Insurance software company SSP allegedly offered $400,000 in a bid to recoup data held hostage in a ransomware attack, hacking group Lockbit has claimed.
The global software house was first hit by an alleged ransom demand of $7 million in mid-November, with Lockbit having claimed responsibility for the attack. SSP had to pay by December 4 to avoid its data being published, the hackers alleged online.
The original ransom demand was later removed from the hackers’ blog, leading to speculation that the company may no longer be under threat. However, in a since deleted Lockbit 3.0 blog entry added in late December and updated on January 2, the business was threatened with an updated January 4 deadline to pay, else data – including on brokers – would be leaked.

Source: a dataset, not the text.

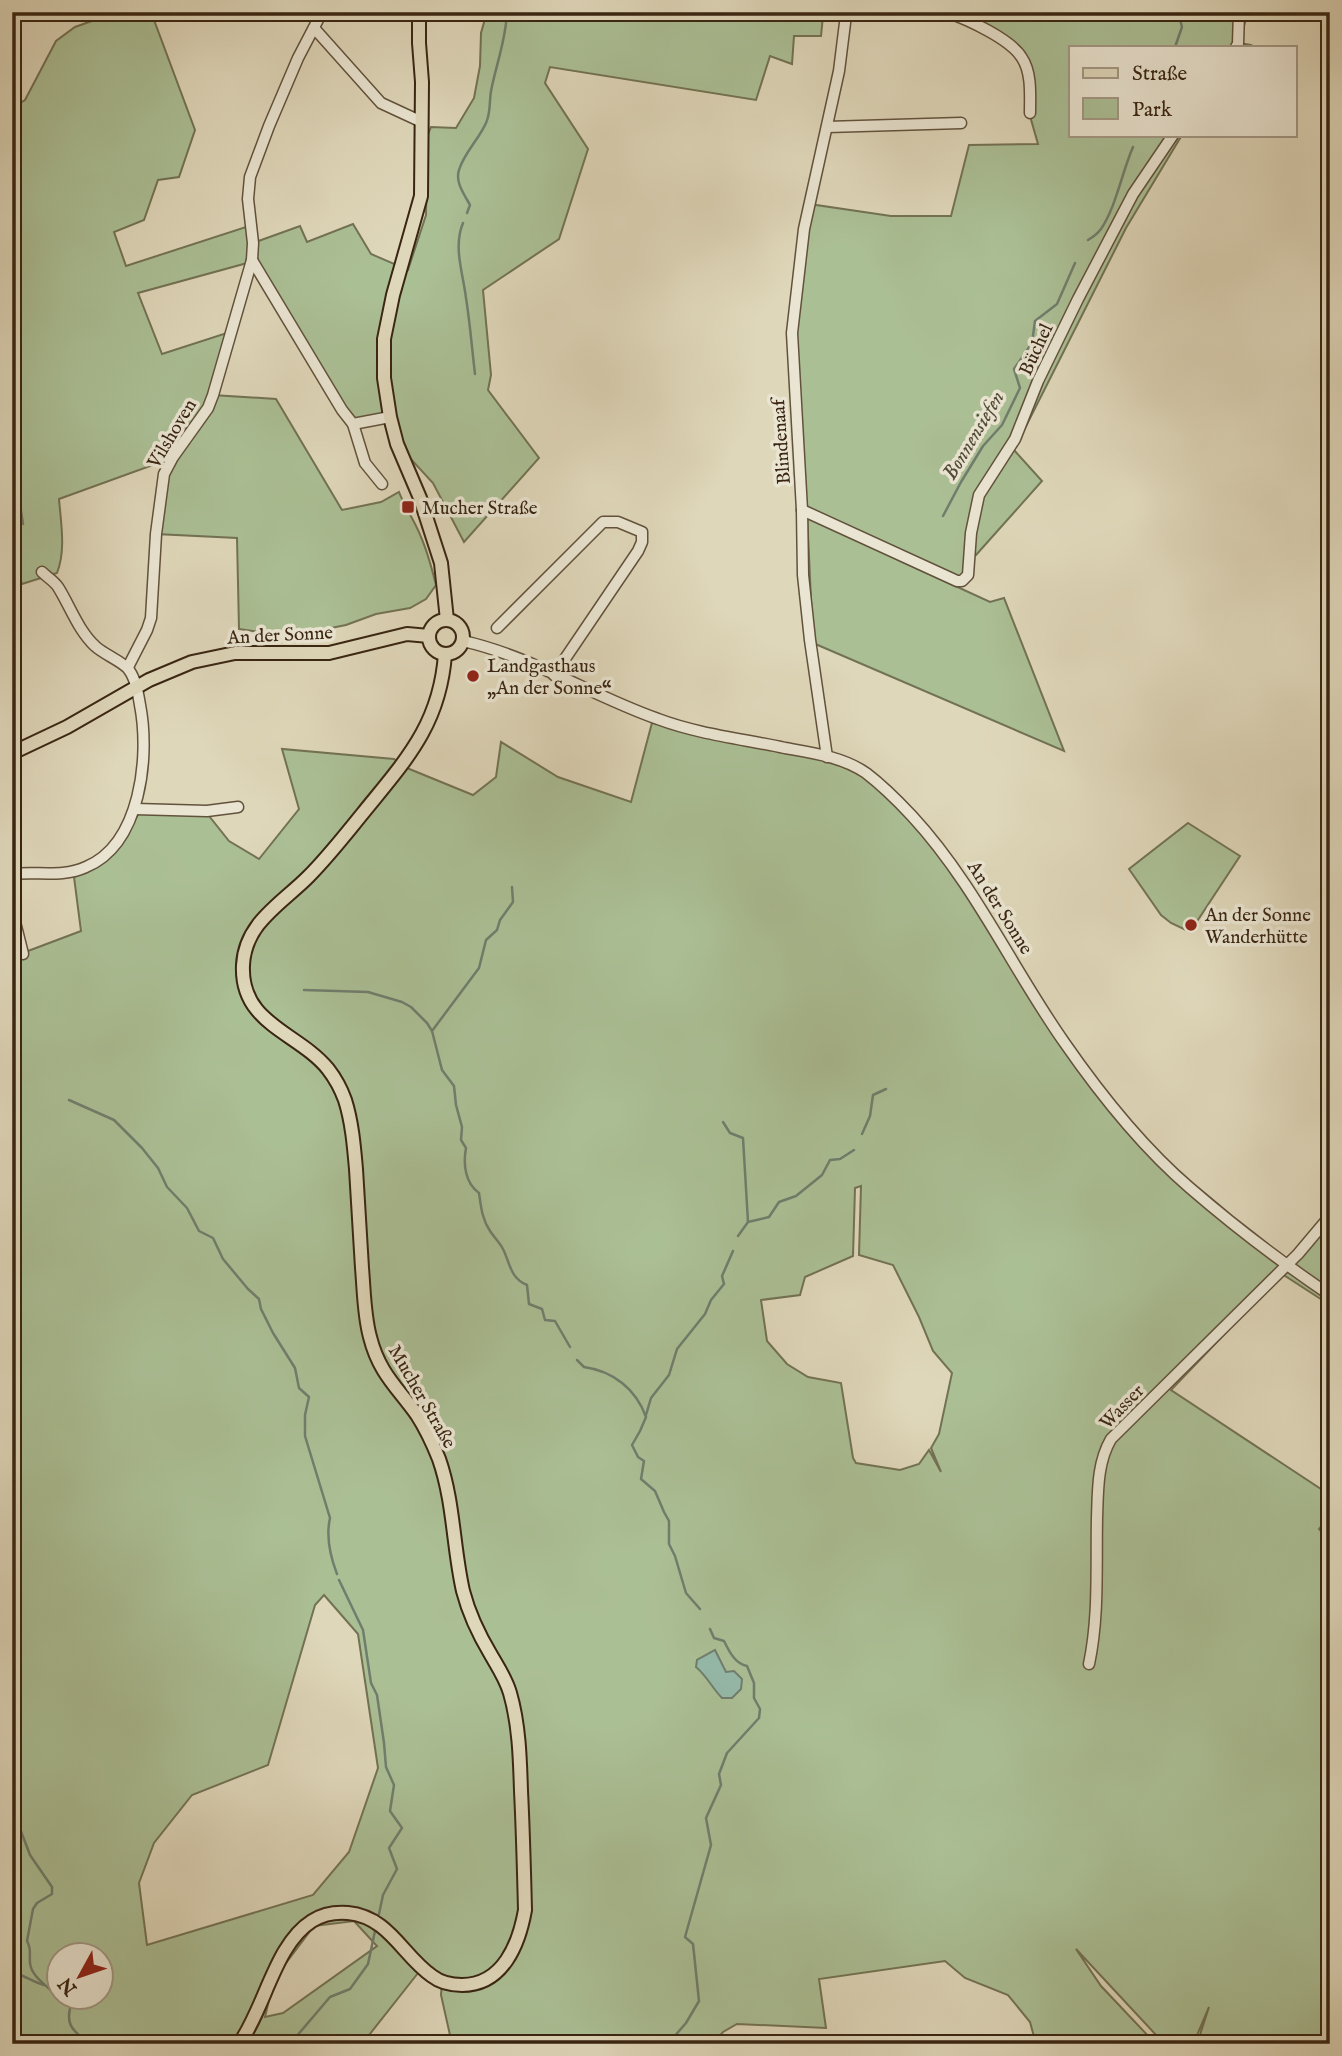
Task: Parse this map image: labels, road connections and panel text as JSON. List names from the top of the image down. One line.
{"streets":{"main road":["An der Sonne","Mucher Straße"],"street":["Büchel","Vilshoven","Blindenaaf","Wasser"]},"crossings":[["Büchel","Blindenaaf"],["Blindenaaf","An der Sonne"],["An der Sonne","Mucher Straße"],["An der Sonne","Wasser"]],"water":["Bonnensiefen"],"places":{"transit":["Mucher Straße"],"other":["Landgasthaus „An der Sonne“","An der Sonne Wanderhütte"]},"legend":["Straße","Park"],"north":"bottom left"}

SSP allegedly offered $400,000 to pay ransomware claim
In the dark web blog post, in which SSP and its advisors were accused of behaving “like children”, hackers appeared to take issue with SSP’s alleged $400,000 ransom payment offer.
“Mr. CEO [of SSP] your insurance company or lawyer or negotiator is giving you very unfortunate and bad advice or they are just being very greedy,” representatives for the Lockbit group said in the update.

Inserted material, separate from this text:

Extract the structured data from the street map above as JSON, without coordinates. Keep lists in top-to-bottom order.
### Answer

“You are offering $400,000 for data that is worth much more and will cost your company and individuals reputational damage.”

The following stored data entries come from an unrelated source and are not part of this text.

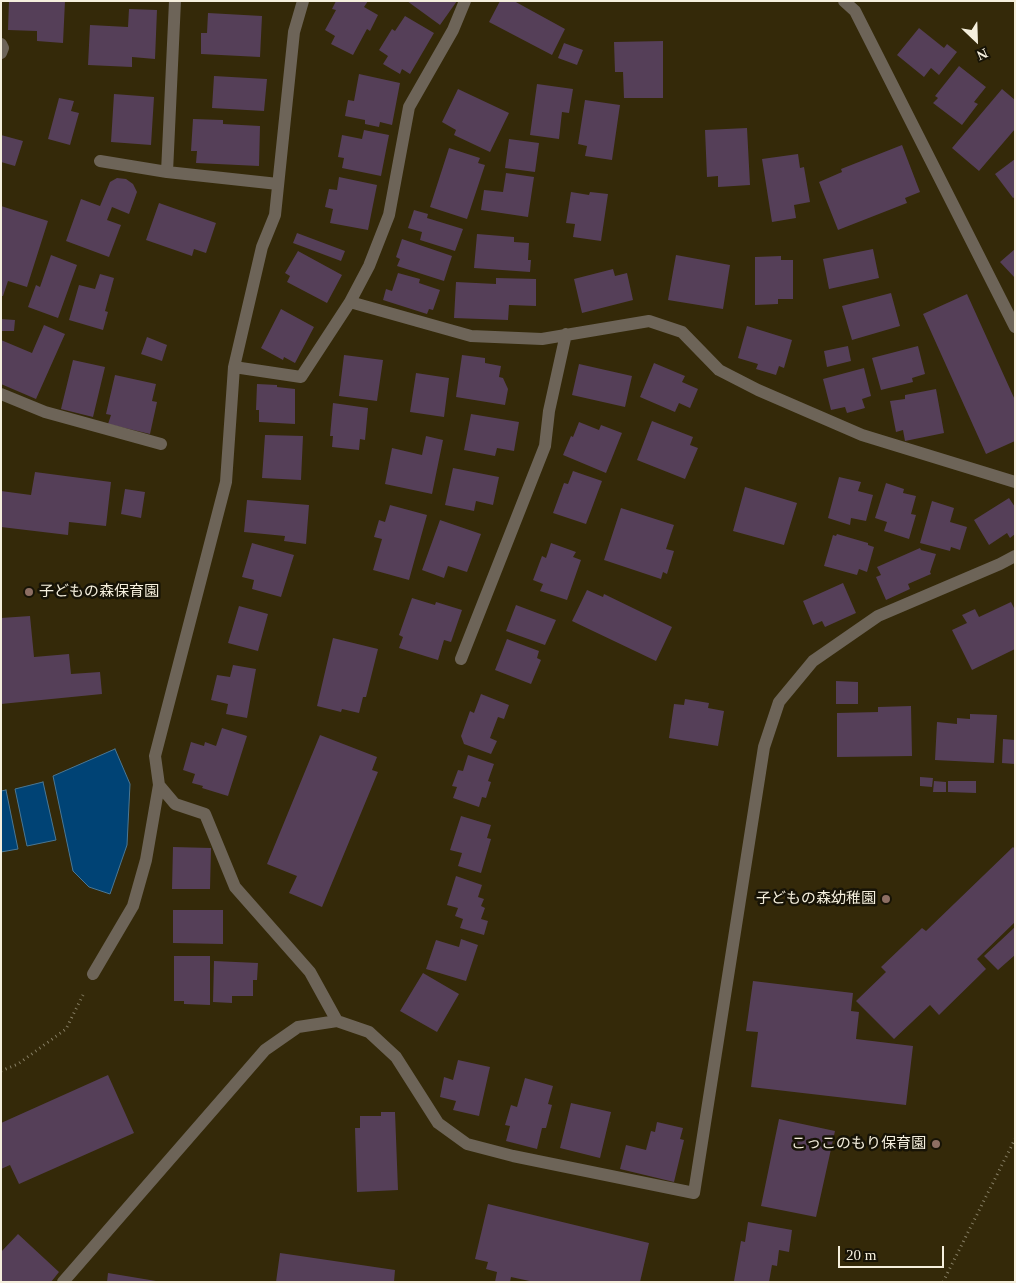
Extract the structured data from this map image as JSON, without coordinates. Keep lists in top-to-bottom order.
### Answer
{
  "places": ["子どもの森保育園", "子どもの森幼稚園", "こっこのもり保育園"],
  "scale_bar": "20 m",
  "north": "bottom right"
}
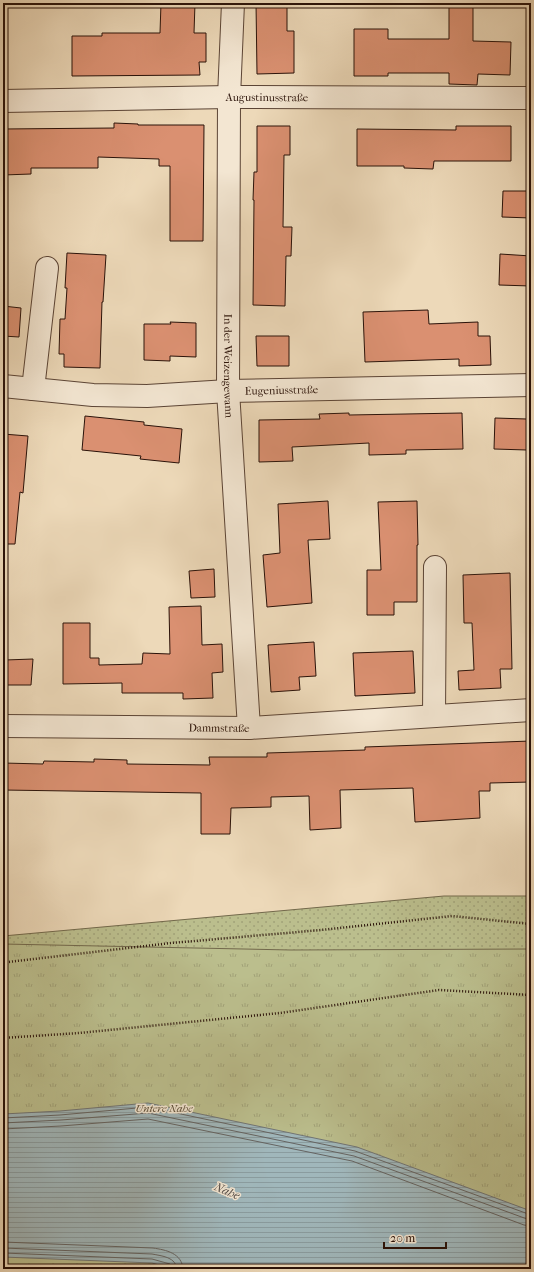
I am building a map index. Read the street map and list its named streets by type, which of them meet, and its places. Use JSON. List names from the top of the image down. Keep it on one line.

The hacking group called for SSP’s business partners to prepare “class action” lawsuits and labelled it “the worst platform for brokers and insurance to keep confidential information”.
Brokers “will find their information too”, it said.
The reported comments made on the Lockbit blog were detected and shared by an automated ransomware victim information dark web scraper developed by RedPacket Security, which has said it is not affiliated with or involved in any activity that its tool relays information on.
Despite the January 4 deadline threat, no data has been published by Lockbit at time of writing and the blog post has since been removed. SSP’s website returned to functionality in the early hours of Thursday following a period of downtime.
SSP usability not affected, broker says
SSP’s platform continued to perform well during the incident and there has been no disruption to service, according to one of its broker partners.
Systems and services have been “working perfectly fine” for his brokerage, Andrew Willows, Dervensure Insurance Brokers CEO, an SSP client, said on Wednesday. Willows said he had last heard from SSP regarding the cyber incident in November.
SSP Worldwide website, captured Wednesday 4 January 2023
SSP has been owned by Volaris Group, part of Toronto Stock Exchange listed technology business Constellation Software, since 2021. Volaris and SSP did not respond to requests for comment.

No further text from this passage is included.